Três ensaios são rotineiramente usados para estudar a reciclagem de SV, que incluem a membrana rotulagem com styryl corantes, superexpressão de Phluorins, e a absorção de Syt1-anticorpo realizada aqui. Todos os três ensaios podem ser usados para determinar as pernas endocytotic e os de reciclagem de SV. Enquanto todos os três ensaios têm benefícios poderosos, cada um tem também uma ressalva de princípio. Corantes de FM rotular a superfície de toda a célula e são absorvidos a célula com todas as membranas de reciclagem. PHluorins deve ser introduzido pela superexpressão. Rótulo de Syt1-anticorpos da proteína endógena, mas alguns anticorpos podem afetar sua função sob certas condições. Cada advertência pode, no entanto, ser devidamente endereçado²¹.

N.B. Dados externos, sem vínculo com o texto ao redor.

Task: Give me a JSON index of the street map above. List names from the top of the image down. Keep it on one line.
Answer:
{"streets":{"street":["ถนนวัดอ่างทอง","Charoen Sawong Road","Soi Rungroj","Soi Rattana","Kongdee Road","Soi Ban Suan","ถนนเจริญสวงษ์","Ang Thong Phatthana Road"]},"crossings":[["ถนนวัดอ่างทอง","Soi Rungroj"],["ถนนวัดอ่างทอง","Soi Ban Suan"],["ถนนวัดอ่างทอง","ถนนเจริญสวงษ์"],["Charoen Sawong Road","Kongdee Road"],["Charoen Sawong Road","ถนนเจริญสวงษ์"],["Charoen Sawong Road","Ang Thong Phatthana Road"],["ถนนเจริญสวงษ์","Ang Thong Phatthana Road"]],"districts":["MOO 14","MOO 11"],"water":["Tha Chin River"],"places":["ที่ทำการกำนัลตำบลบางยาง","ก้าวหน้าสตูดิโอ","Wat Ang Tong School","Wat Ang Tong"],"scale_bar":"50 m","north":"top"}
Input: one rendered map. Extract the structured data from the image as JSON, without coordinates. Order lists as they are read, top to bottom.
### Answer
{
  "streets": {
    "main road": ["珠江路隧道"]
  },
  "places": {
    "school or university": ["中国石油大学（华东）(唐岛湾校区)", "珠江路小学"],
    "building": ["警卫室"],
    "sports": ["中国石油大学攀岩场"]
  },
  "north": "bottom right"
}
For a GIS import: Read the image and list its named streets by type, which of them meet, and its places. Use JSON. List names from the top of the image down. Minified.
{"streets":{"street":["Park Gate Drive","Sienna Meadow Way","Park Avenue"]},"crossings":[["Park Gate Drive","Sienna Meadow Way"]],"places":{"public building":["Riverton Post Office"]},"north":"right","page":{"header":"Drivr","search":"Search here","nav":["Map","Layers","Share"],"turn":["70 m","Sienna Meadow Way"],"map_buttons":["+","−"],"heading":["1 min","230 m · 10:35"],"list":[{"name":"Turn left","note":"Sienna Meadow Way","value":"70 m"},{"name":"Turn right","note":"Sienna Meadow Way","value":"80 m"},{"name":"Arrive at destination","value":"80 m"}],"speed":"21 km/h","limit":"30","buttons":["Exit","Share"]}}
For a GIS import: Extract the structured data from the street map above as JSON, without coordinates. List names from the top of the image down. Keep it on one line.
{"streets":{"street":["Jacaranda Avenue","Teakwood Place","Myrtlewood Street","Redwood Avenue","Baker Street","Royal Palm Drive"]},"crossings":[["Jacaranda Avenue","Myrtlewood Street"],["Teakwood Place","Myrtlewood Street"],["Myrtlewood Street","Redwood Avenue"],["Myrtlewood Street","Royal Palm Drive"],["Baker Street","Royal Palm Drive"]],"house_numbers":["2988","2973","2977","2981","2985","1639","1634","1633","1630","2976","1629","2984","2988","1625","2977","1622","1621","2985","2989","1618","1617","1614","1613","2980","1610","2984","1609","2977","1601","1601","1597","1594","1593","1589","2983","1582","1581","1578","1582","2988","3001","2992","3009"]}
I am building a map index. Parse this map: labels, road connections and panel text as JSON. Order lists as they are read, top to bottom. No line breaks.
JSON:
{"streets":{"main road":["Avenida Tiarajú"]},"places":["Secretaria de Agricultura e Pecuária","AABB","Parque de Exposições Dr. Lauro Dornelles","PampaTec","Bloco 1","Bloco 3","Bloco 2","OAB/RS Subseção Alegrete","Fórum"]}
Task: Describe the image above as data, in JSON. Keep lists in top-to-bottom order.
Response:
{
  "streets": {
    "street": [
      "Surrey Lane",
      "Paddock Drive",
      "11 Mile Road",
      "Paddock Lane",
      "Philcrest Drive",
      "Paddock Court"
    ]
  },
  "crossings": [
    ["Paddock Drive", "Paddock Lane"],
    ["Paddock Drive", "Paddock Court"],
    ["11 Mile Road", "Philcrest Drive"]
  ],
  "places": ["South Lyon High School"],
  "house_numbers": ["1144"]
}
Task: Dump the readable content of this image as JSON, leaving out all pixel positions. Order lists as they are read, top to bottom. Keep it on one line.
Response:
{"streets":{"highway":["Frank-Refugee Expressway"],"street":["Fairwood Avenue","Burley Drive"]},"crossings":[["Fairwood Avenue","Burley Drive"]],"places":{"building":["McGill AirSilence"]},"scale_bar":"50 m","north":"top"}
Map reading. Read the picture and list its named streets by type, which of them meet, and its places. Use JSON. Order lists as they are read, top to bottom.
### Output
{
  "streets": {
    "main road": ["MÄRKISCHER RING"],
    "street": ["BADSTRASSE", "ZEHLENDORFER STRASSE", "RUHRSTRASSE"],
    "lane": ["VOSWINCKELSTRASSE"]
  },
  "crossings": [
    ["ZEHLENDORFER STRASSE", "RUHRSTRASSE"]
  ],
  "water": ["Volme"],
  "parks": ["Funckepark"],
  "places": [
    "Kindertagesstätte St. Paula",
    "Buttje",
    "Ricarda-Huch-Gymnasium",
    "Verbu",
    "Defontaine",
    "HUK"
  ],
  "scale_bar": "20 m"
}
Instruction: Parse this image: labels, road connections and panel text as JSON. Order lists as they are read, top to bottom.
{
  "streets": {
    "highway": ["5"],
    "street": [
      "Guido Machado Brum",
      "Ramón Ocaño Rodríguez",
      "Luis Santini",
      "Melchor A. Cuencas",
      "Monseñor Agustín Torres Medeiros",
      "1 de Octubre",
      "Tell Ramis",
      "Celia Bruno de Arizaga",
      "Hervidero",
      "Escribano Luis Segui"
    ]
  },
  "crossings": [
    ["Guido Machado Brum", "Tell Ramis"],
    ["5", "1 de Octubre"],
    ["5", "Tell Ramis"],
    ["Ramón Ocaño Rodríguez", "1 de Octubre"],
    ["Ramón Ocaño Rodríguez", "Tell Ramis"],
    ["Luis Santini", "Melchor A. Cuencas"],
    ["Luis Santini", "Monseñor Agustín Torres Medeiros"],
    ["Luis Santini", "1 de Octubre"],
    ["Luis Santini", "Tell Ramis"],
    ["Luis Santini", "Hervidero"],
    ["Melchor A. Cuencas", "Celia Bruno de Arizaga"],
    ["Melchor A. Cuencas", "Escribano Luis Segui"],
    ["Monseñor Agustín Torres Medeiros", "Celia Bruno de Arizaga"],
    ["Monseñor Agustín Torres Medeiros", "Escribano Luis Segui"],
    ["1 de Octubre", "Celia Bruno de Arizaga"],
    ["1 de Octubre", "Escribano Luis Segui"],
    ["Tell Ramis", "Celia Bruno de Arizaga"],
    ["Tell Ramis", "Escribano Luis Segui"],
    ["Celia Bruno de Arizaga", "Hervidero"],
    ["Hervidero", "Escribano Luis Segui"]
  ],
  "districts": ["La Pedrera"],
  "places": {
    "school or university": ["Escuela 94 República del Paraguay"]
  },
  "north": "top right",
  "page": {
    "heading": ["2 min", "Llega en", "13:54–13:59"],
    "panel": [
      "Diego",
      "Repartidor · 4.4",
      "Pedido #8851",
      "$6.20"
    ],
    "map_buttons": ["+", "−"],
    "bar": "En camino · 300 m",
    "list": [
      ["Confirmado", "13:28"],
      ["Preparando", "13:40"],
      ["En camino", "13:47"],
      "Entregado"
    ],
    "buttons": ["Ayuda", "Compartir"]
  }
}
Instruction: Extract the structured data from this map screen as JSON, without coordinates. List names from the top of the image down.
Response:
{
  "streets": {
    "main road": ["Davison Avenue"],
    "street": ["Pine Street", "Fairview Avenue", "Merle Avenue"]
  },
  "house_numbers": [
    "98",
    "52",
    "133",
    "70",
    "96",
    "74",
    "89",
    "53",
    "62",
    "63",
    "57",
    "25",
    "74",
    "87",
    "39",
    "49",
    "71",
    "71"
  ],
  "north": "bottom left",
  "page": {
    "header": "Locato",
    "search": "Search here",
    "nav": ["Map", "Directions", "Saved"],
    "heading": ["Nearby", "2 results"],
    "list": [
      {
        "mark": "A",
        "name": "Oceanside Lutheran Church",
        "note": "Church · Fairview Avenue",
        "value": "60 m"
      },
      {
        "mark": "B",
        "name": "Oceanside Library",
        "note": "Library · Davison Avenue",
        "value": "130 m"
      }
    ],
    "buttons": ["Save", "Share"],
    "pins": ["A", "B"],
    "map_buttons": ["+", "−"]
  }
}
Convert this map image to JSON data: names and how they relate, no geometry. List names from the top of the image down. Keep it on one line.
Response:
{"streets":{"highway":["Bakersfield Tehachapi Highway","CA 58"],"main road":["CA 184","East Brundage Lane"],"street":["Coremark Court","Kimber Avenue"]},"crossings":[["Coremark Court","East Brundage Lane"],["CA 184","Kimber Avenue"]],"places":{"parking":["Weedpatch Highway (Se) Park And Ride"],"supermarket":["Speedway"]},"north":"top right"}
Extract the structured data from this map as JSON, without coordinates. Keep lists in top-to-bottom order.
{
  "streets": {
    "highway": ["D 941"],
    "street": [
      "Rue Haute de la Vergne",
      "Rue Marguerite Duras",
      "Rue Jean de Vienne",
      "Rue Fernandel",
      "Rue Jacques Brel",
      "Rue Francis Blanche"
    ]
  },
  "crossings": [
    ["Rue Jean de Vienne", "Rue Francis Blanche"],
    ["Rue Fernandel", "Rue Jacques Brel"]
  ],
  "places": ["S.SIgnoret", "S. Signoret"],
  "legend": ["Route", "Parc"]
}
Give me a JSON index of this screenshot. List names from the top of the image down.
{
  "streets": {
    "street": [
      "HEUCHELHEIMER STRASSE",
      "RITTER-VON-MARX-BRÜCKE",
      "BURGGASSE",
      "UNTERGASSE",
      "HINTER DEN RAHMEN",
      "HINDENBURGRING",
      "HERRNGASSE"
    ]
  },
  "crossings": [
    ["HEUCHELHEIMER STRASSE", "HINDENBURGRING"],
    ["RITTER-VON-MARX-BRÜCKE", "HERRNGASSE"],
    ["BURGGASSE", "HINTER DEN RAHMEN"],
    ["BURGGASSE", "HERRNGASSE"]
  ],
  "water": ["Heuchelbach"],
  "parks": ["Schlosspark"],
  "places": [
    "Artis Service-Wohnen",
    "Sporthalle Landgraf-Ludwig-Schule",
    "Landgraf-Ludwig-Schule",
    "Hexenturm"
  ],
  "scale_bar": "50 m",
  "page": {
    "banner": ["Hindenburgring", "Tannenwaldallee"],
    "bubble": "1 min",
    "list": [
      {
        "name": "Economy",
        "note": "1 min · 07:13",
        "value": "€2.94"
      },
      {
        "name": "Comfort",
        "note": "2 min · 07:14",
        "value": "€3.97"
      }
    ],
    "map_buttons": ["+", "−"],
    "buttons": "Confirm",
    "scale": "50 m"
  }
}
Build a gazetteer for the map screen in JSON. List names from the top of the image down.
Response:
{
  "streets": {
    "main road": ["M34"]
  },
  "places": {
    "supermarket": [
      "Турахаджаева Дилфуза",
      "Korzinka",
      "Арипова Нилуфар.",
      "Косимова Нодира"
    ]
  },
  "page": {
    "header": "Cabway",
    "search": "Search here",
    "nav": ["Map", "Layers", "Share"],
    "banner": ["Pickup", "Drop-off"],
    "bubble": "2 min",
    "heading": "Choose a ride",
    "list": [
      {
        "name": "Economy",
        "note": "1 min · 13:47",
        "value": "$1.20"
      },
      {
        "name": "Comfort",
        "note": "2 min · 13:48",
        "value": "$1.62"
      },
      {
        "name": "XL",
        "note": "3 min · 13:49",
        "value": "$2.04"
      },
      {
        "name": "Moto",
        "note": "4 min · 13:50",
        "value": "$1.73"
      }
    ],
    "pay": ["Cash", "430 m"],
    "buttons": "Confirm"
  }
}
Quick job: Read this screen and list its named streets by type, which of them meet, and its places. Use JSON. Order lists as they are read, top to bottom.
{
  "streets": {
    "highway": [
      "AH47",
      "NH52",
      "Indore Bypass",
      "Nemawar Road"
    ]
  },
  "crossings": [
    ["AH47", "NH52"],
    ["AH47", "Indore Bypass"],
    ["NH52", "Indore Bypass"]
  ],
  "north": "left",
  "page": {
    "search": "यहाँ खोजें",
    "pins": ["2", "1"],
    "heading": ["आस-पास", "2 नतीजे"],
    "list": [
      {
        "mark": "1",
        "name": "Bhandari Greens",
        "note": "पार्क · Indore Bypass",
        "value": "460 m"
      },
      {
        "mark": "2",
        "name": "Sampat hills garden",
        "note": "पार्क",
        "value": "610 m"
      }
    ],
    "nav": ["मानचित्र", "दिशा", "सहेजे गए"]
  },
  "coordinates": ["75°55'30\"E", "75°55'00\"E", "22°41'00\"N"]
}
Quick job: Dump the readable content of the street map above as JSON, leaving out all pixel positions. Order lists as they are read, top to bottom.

Globalmente, o ensaio de absorção de anticorpos de Syt1 tem servido vários propósitos. Primeiro, foi usado para rotular seletivamente SVs passando por espontânea ou evocado reciclagem, respectivamente^28,31,32,33. Em segundo lugar, foi usado para determinar o efeito de uma droga ou proteína sobre a extensão da SV reciclagem; por exemplo, para mostrar que o BDNF aumenta espontânea e evocado SV⁶de reciclagem. Em terceiro lugar, foi usado para determinar o número de sinapses com reciclagem SVs como uma porcentagem do número total de sinapses morfologicamente definidos^34,35. Isso revelou que a superexpressão da molécula de adesão-célula pós-sináptica Neuroligin-1 aumenta a porcentagem de sinapses com reciclagem SVs²⁵ e que reduzir o expressar dos receptores de glutamato do tipo Leandro diminui a percentagem de sinapses com reciclagem SVs, aumentando a porcentagem de sinapses pré-sinapticamente silenciosa³⁶. Além disso, o ensaio foi usado para analisar a mobilidade dos rotulados SVs²⁷ e determinar a localização de Syt1 usando nanoscopy^13,22,33. Finalmente, este método ainda é usado para testar ou não determinadas proteínas localizar a sinapses funcionais⁹. O anticorpo de Syt1 também pode ser usado para estudos de longo prazo, onde o anticorpo permanece nos neurônios durante dias após absorção³⁷. Isto pode ser combinado com uma segunda rodada de captação usando um anticorpo de Syt1 separadamente marcado ou um anticorpo dirigido contra o domínio luminal de uma proteína diferente de SV. Isso permite que o teste de que SVs reciclagem inicialmente e que reciclar até ao final do experimento. Seria interessante adaptar este ensaio para mais sistemas modelo intacto, como fatias agudas e organotypic fatia de culturas. Em princípio, o ensaio de absorção permite a comparação de tecido da sua e geneticamente modificado animais ou pode ser combinado com entrega viral ou biolistics, i. e., um injetor do gene"," para manipular a expressão da proteína nestes sistemas de modelo. Em tais sistemas, a influência de certas perturbações na maquinaria pré-sináptica, monitorado pelo ensaio de absorção e dinâmica de rede pode ser estudada simultaneamente.

Os autores não têm nada para divulgar.

Agradecemos Irmgard Weiss-assistência técnica especializada. Este trabalho foi apoiado pelo DFG através do Cluster de excelência para microscopia na escala do nanômetro e fisiologia molecular do cérebro (CNMPB, B1-7, a T.D.).